■ **TASK TO COMPLETE**
Of the entries below, return exactly those lines that fall between the one containing "What data does" and the one containing "Task: Give me", the two end lines included.

Collected data entries
^^^^^^^^^^^^^^^^

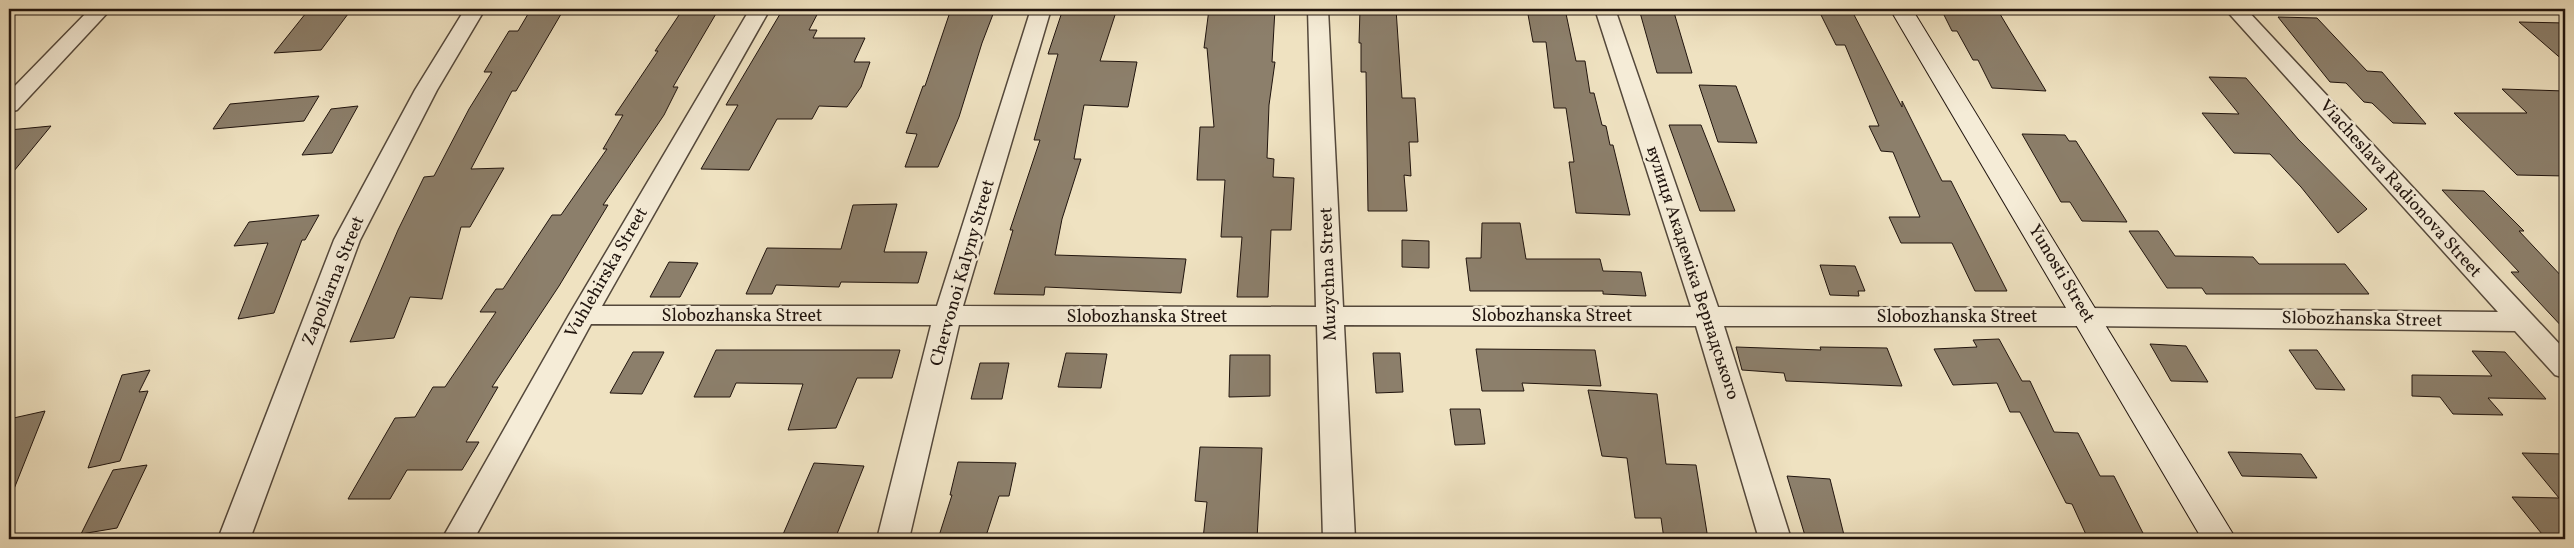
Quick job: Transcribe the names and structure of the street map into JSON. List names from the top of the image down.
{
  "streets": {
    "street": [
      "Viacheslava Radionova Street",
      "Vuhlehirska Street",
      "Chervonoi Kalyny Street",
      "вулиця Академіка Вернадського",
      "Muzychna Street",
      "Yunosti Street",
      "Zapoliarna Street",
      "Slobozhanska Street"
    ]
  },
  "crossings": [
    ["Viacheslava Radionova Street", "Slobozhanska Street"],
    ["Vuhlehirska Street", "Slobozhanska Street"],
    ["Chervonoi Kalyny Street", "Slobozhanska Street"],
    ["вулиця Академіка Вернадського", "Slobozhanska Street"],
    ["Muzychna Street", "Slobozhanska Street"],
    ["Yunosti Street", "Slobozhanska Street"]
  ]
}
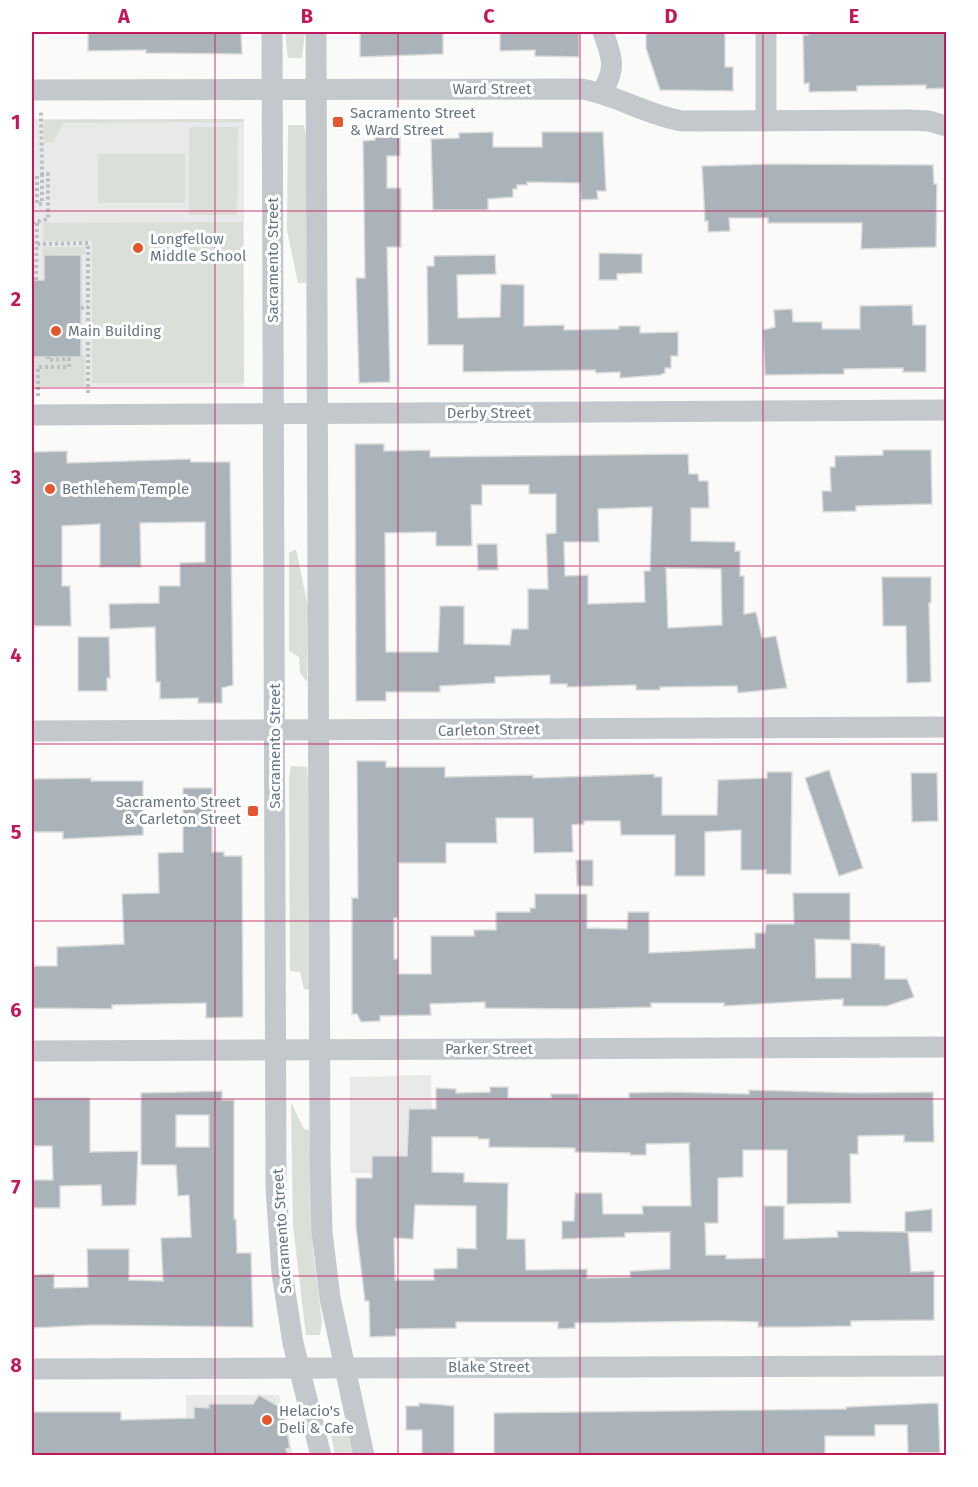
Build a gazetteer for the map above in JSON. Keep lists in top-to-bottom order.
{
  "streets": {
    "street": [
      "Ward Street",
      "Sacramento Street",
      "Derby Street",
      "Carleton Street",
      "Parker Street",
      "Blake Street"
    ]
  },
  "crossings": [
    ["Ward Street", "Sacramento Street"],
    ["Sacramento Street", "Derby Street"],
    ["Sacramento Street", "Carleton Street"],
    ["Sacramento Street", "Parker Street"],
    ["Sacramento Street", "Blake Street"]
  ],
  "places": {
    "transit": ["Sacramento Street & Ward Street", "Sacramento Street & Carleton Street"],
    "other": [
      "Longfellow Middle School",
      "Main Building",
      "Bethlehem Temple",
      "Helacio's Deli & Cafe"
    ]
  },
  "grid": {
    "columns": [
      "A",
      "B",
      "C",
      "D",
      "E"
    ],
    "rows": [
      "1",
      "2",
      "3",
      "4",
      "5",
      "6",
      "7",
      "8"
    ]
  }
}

^^^^^^^^^^^^^^^^

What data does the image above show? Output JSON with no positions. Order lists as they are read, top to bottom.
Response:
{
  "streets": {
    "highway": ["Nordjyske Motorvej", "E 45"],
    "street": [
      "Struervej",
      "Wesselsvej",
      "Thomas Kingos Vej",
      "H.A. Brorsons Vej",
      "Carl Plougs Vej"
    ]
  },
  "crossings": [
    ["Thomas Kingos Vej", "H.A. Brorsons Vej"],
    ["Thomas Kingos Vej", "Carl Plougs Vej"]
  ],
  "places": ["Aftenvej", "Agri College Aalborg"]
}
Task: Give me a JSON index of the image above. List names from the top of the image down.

^^^^^^^^^^^^^^^^

■ **TASK OUTPUT**
What data does the image above show? Output JSON with no positions. Order lists as they are read, top to bottom.
Response:
{
  "streets": {
    "highway": ["Nordjyske Motorvej", "E 45"],
    "street": [
      "Struervej",
      "Wesselsvej",
      "Thomas Kingos Vej",
      "H.A. Brorsons Vej",
      "Carl Plougs Vej"
    ]
  },
  "crossings": [
    ["Thomas Kingos Vej", "H.A. Brorsons Vej"],
    ["Thomas Kingos Vej", "Carl Plougs Vej"]
  ],
  "places": ["Aftenvej", "Agri College Aalborg"]
}
Task: Give me a JSON index of the image above. List names from the top of the image down.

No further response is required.